In this week challenge, I would like to discuss the difference between Causation and Correlation
Causation means that one event causes another event to happen i.e. Outcome in event B will be different if event A does not happen. On the other hand, correlation shows relationship between 2 variables which does not imply causation. Event A can relates to event B, but it does not mean that event A caused event B.
I will use a famous case study in Statistics that shows the correlation between shark attacks and ice cream sales, but does not mean that eating/buying ice cream will increase your chance to be attacked by shark
I will start by setting up a working directory
setwd("~/NYU/R Programming")
Importing relevant packages
library(readr)
library(knitr)
library (dplyr)
##
## Attaching package: 'dplyr'
## The following objects are masked from 'package:stats':
##
## filter, lag
## The following objects are masked from 'package:base':
##
## intersect, setdiff, setequal, union
Getting to know the data
shark <- read_csv("shark_attacks.csv")
##
## -- Column specification --------------------------------------------------------
## cols(
## Year = col_double(),
## Month = col_double(),
## SharkAttacks = col_double(),
## Temperature = col_double(),
## IceCreamSales = col_double()
## )
View(shark)
print(shark)
## # A tibble: 84 x 5
## Year Month SharkAttacks Temperature IceCreamSales
## <dbl> <dbl> <dbl> <dbl> <dbl>
## 1 2008 1 25 11.9 76
## 2 2008 2 28 15.2 79
## 3 2008 3 32 17.2 91
## 4 2008 4 35 18.5 95
## 5 2008 5 38 19.4 103
## 6 2008 6 41 22.1 108
## 7 2008 7 43 25.1 102
## 8 2008 8 40 23.4 98
## 9 2008 9 38 22.6 83
## 10 2008 10 33 18.1 83
## # ... with 74 more rows
Let’s see the relationship between shark attacks and ice cream sales
plot(shark$SharkAttacks,shark$IceCreamSales)
cor (shark$SharkAttacks, shark$IceCreamSales)
## [1] 0.5343576
We can clearly see there are some correlation and some people might reach into a conclusion that as ice cream sales increase, it causes more shark attacks implying that shark likes to attack people that eat ice cream which is wrong
Let’s consider another variable, in this case temperature
cor(select(shark, SharkAttacks, Temperature, IceCreamSales))

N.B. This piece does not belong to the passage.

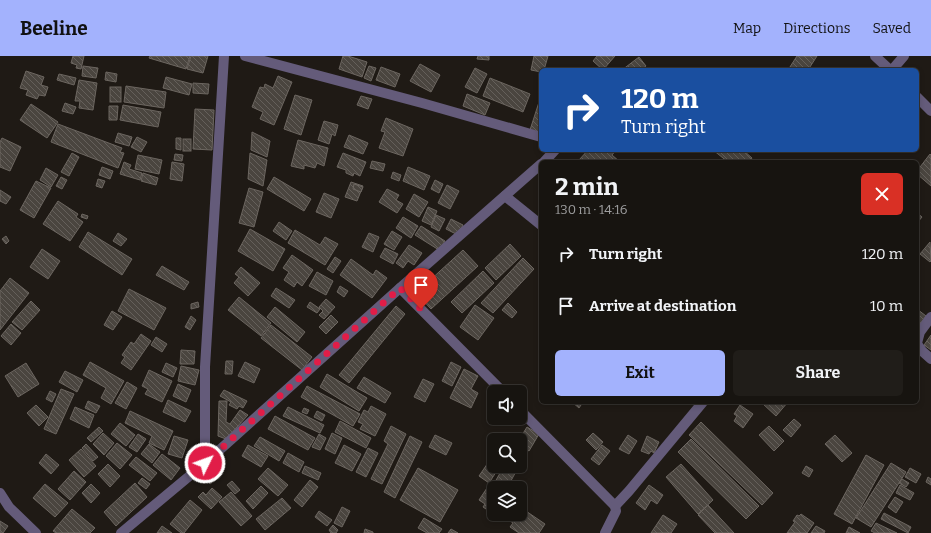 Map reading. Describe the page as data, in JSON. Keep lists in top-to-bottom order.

## SharkAttacks Temperature IceCreamSales
## SharkAttacks 1.0000000 0.7169660 0.5343576
## Temperature 0.7169660 1.0000000 0.5957694
## IceCreamSales 0.5343576 0.5957694 1.0000000
plot (shark$Temperature, shark$SharkAttacks)
plot (shark$Temperature, shark$IceCreamSales)
Now, we can understand that there is a third factor, temperature. These two variables are both responding to the third factor. As the temperature get warmer, more people are going to the beaches which increase the number of shark attack increase. On the other hand, warmer temperature also increase the tendency of people buying ice cream which increase the number of ice cream sales.
In summary, correlation does not implies causation. In this case, ice cream sales does not caused shark attacks. Understanding this concept is crucial especially in statistical modelling. However, to consider the third factor takes part in our model, we can consider of including interaction.